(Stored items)

##############################

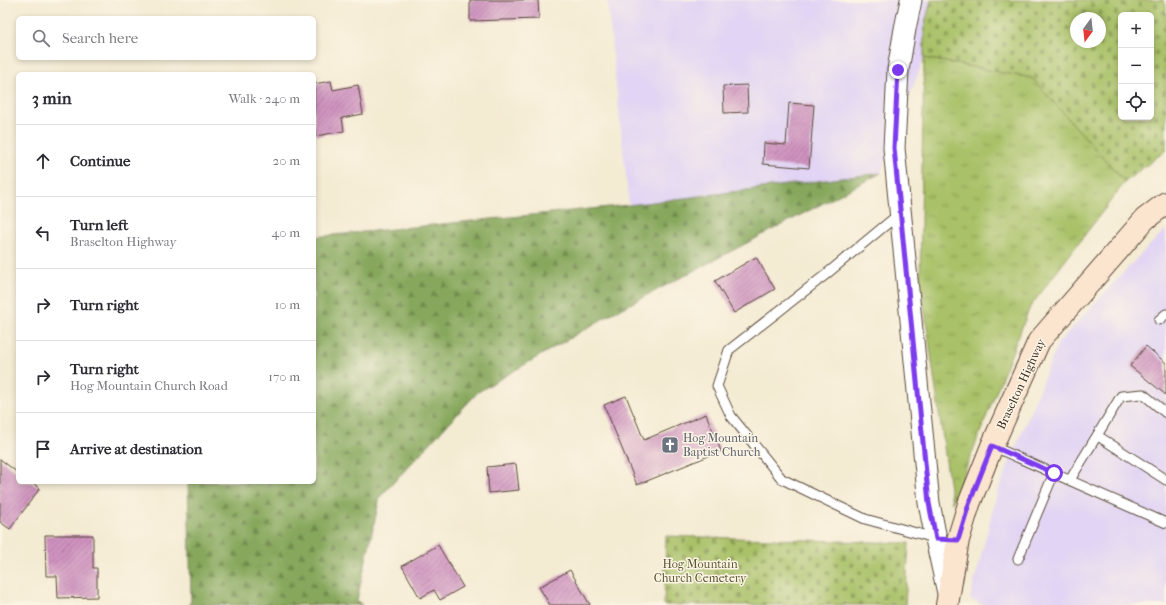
<!DOCTYPE html>
<html lang="en">
<head>
<meta charset="utf-8">
<style>
	body { margin:0; font-family:"IM FELL French Canon",serif; background:#f7f7f7; color:#2b2b33 }
	.controls { position:absolute; right:12px; top:12px; display:grid; overflow:hidden; border-radius:6px; box-shadow:0 2px 6px #0003 }
	.controls button { width:36px; height:36px; display:grid; place-items:center; padding:0; border:0; border-bottom:1px solid #e1e1e2; background:#fff; color:#2b2b33; font:20px sans-serif }
	.compass { position:absolute; left:1070px; top:12px; width:36px; height:36px; border-radius:50%; background:#fff; box-shadow:0 2px 6px #0003; rotate:195deg }
	.stop { position:absolute; width:12px; height:12px; margin:-9px; border:3px solid #7c3aed; border-radius:50%; background:#fff }
	.stop.end { background:#7c3aed; border-color:#fff; box-shadow:0 1px 4px #0008 }
	.list { margin:0; padding:0; list-style:none }
	h2 { display:flex; justify-content:space-between; align-items:center; height:52px; margin:0; padding:0 16px; font-size:17px }
	h2 small { font-size:13px; font-weight:400; color:#7c7c81 }
	.list li { display:grid; grid-template-columns:26px 1fr auto; gap:12px; align-items:center; box-sizing:border-box; height:72px; padding:0 16px; border-top:1px solid #e1e1e2 }
	.list b { display:block; font-size:15px; white-space:nowrap }
	.list p { margin:0; font-size:13px; white-space:nowrap; color:#7c7c81 }
	.list em { font-size:13px; font-style:normal; color:#7c7c81 }
	.icon { flex:none; width:22px; height:22px; fill:none; stroke:currentColor; stroke-width:2; stroke-linecap:round; stroke-linejoin:round }
	.map { position:relative; flex:none; width:1166px; height:605px; overflow:hidden }
	.search { position:absolute; background:#fff; box-shadow:0 2px 6px #0003; left:16px; top:16px; width:300px; height:44px; display:flex; align-items:center; gap:10px; box-sizing:border-box; padding:0 14px; border-radius:6px; color:#7c7c81; font-size:15px }
	.panel { position:absolute; background:#fff; box-shadow:0 2px 6px #0003; left:16px; top:72px; width:300px; height:412px; border-radius:6px }
	.map>svg:first-child { display:block }
	.built { fill:#e1d4f4 }
	.grass { fill:url(#grass-tufts); stroke:#727642 }
	.forest { fill:url(#forest-firs); stroke:#60683d }
	.cemetery { fill:url(#cemetery-stones); stroke:#727642; fill-rule:evenodd }
	.building { fill:url(#building-hatch) }
	.lines { fill:none; stroke-linecap:round; stroke-linejoin:round }
	.service-casing { stroke:#574739; stroke-width:11 }
	.tertiary-casing { stroke:#574739; stroke-width:23 }
	.secondary-casing { stroke:#574739; stroke-width:24 }
	.service { stroke:#fff; stroke-width:9 }
	.tertiary { stroke:#fff; stroke-width:21 }
	.secondary { stroke:#fce5cf; stroke-width:22 }
	.route { stroke:#7c3aed; stroke-width:5 }
	.labels { text-anchor:middle; dominant-baseline:central; stroke-width:3; stroke-linejoin:round; paint-order:stroke }
	.street-label { font-size:12px; fill:#3b2a1e; stroke:#fcf5e5 }
	.worship-label { font-size:12px; fill:#5b616d; stroke:#fcf5e5; text-anchor:start }
	.park-label { font-size:12px; fill:#5c5734; stroke:#fcf5e5 }
</style>
</head>
<body>
<div class="map">
<svg width="1166" height="605" viewBox="0 0 1166 605">
	<defs>
		<pattern id="grass-tufts" width="24" height="20" patternUnits="userSpaceOnUse"><rect width="24" height="20" fill="#a9c167"/><path d="M3 7l-1-3M5 7V3M7 7l1-3M15 17l-1-3M17 17v-4M19 17l1-3" fill="none" stroke="#8b9d54"/></pattern>
		<pattern id="forest-firs" width="22" height="20" patternUnits="userSpaceOnUse"><rect width="22" height="20" fill="#86a75c"/><path d="M5 1l3.5 6h-7zM16 11l3.5 6h-7z" fill="#6f884b"/></pattern>
		<pattern id="cemetery-stones" width="16" height="16" patternUnits="userSpaceOnUse"><rect width="16" height="16" fill="#a9c167"/><path d="M2 7V4a2 2 0 0 1 4 0v3zM10 15v-3a2 2 0 0 1 4 0v3z" fill="#8b9d54"/></pattern>
		<pattern id="building-hatch" width="6" height="6" patternUnits="userSpaceOnUse"><rect width="6" height="6" fill="#cf93c0"/><path d="M-1 1l2-2M0 6l6-6M5 7l2-2" fill="none" stroke="#a9789b"/></pattern>
	</defs>
	<rect width="100%" height="100%" fill="#fcf5e5"/>
	<filter id="ink" filterUnits="userSpaceOnUse"><feTurbulence type="fractalNoise" baseFrequency=".025" numOctaves="2"/><feDisplacementMap in="SourceGraphic" scale="8" xChannelSelector="R" yChannelSelector="G"/><feConvolveMatrix kernelMatrix="1 2 1 2 8 2 1 2 1" color-interpolation-filters="sRGB"/></filter>
	<filter id="wash" filterUnits="userSpaceOnUse"><feTurbulence type="fractalNoise" baseFrequency=".012" numOctaves="4" result="noise"/><feDisplacementMap in="SourceGraphic" scale="16" xChannelSelector="R" yChannelSelector="G"/><feGaussianBlur stdDeviation="0.9" result="paint"/><feColorMatrix in="noise" values="0 0 0 0 0 0 0 0 0 0 0 0 0 0 0 0 0 1.4 0 .05"/><feComposite in="paint" operator="in"/></filter>
	<g filter="url(#wash)">
		<rect width="100%" height="100%" fill="#f4ebd3"/>
		<g class="built">
			<polygon points="607,0 931,0 924,28 924,58 881,173 704,197 629,205"/>
			<polygon points="1166,229 1166,605 984,605 970,599 997,493 1058,343 1137,258"/>
		</g>
		<polygon class="grass" points="924,58 1032,78 1125,182 1030,307 952,503 920,278"/>
		<polygon class="forest" points="881,173 611,314 478,392 380,497 357,600 362,605 189,605 191,600 188,482 314,482 314,237 629,205"/>
		<g class="cemetery">
			<path d="M931,0H1163L1166,5V150L1125,182L1032,78L924,58V28ZM1121,15H1151V117H1121ZM1076,18H1100V42H1076Z"/>
			<polygon points="666,536 909,543 905,605 664,605"/>
		</g>
		<g id="blocks">
			<g class="building">
				<polygon points="470,0 538,0 539,19 470,21"/>
				<polygon points="331,81 333,90 358,85 363,114 342,118 344,131 316,136 314,127 314,84"/>
				<polygon points="747,85 748,112 724,113 723,86"/>
				<polygon points="789,103 814,105 809,168 763,164 764,143 786,145"/>
				<polygon points="756,257 775,289 734,313 715,281"/>
				<polygon points="1146,346 1166,363 1166,395 1130,366"/>
				<polygon points="626,396 644,440 706,414 721,451 637,485 604,405"/>
				<polygon points="0,459 18,473 18,482 31,482 40,488 10,529 0,522"/>
				<polygon points="516,464 519,490 489,493 487,467"/>
				<polygon points="45,535 93,535 93,568 97,568 97,597 58,598 57,576 46,576"/>
				<polygon points="438,545 463,587 440,600 434,590 420,598 402,566"/>
				<polygon points="570,570 590,605 550,605 539,587"/>
			</g>
		</g>
	</g>
	<g filter="url(#ink)">
		<use href="#blocks" fill-opacity="0" stroke="#574739" stroke-width="1"/>
		<g class="lines">
			<g class="service-casing">
				<g id="service">
					<polyline points="899,214 824,276 729,350 717,386 731,416 782,479 865,519 935,538"/>
					<polyline points="1159,320 1166,314"/>
					<polyline points="1098,436 1166,480"/>
					<polyline points="992,446 1166,523"/>
					<polyline points="1070,480 1121,396 1143,394 1166,413"/>
					<polyline points="1018,559 1054,473"/>
				</g>
			</g>
			<g class="tertiary-casing">
				<polyline id="tertiary" points="911,0 905,29 898,70 894,148 929,503 936,539 948,593"/>
			</g>
			<g class="secondary-casing">
				<polyline id="secondary" points="947,605 958,540 969,504 992,446 1039,341 1145,219 1166,203"/>
			</g>
			<use href="#service" class="service"/>
			<use href="#tertiary" class="tertiary"/>
			<use href="#secondary" class="secondary"/>
		</g>
	</g>
	<g class="lines" filter="url(#ink)">
		<polyline class="route" points="898,70 894,148 929,503 936,539 958,540 969,504 992,446 1054,473"/>
	</g>
	<defs>
		<g id="church-square" transform="scale(0.9)"><rect x="-9" y="-9" width="18" height="18" rx="4" fill="#6b7280" stroke="#fcf5e5"/><path d="M-1.2-6h2.4v3.5h3.3v2.4h-3.3V6h-2.4V-.1h-3.3v-2.4h3.3Z" fill="#fff"/></g>
	</defs>
	<g fill-rule="evenodd">
		<use href="#church-square" x="670" y="445"/>
	</g>
	<g class="labels">
		<g class="street-label">
			<text transform="translate(1021 384) rotate(-65)">Braselton Highway</text>
		</g>
		<g class="worship-label">
			<text x="683" y="438">Hog Mountain<tspan x="683" dy="14">Baptist Church</tspan></text>
		</g>
		<g class="park-label">
			<text x="700" y="564">Hog Mountain<tspan x="700" dy="14">Church Cemetery</tspan></text>
		</g>
	</g>
</svg>
<div class="controls">
<button>+</button>
<button>−</button>
<button><svg class="icon" aria-label="locate" viewBox="0 0 24 24"><circle cx="12" cy="12" r="6"/><path d="M12 2v4M12 18v4M2 12h4M18 12h4"/></svg></button>
</div>
<svg class="compass" viewBox="-18 -18 36 36"><path d="M0-13l5 13h-10z" fill="#e53935"/><path d="M0 13l5-13h-10z" fill="#7c7c81"/></svg>
<div class="stop" style="left:1054px;top:473px"></div>
<div class="stop end" style="left:898px;top:70px"></div>
<div class="search"><svg class="icon" aria-label="search" viewBox="0 0 24 24"><circle cx="10" cy="10" r="6"/><path d="M15 15l6 6"/></svg>Search here</div>
<section class="panel">
<h2>3 min<small>Walk · 240 m</small></h2>
<ul class="list">
<li><svg class="icon" aria-label="ahead" viewBox="0 0 24 24"><path d="M12 20V5M6 11l6-6 6 6"/></svg><div><b>Continue</b></div><em>20 m</em></li>
<li><svg class="icon" aria-label="left" viewBox="0 0 24 24"><path d="M17 20v-9H6M10 6l-5 5 5 5"/></svg><div><b>Turn left</b><p>Braselton Highway</p></div><em>40 m</em></li>
<li><svg class="icon" aria-label="right" viewBox="0 0 24 24"><path d="M7 20v-9h11M14 6l5 5-5 5"/></svg><div><b>Turn right</b></div><em>10 m</em></li>
<li><svg class="icon" aria-label="right" viewBox="0 0 24 24"><path d="M7 20v-9h11M14 6l5 5-5 5"/></svg><div><b>Turn right</b><p>Hog Mountain Church Road</p></div><em>170 m</em></li>
<li><svg class="icon" aria-label="arrive" viewBox="0 0 24 24"><path d="M6 21V4h12l-3 4 3 4H6"/></svg><div><b>Arrive at destination</b></div></li>
</ul>
</section>
</div>
</body>
</html>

##############################

**To do**. Take every line above that includes "panel" and list it.

**Response to the exercise**.
	.panel { position:absolute; background:#fff; box-shadow:0 2px 6px #0003; left:16px; top:72px; width:300px; height:412px; border-radius:6px }
<section class="panel">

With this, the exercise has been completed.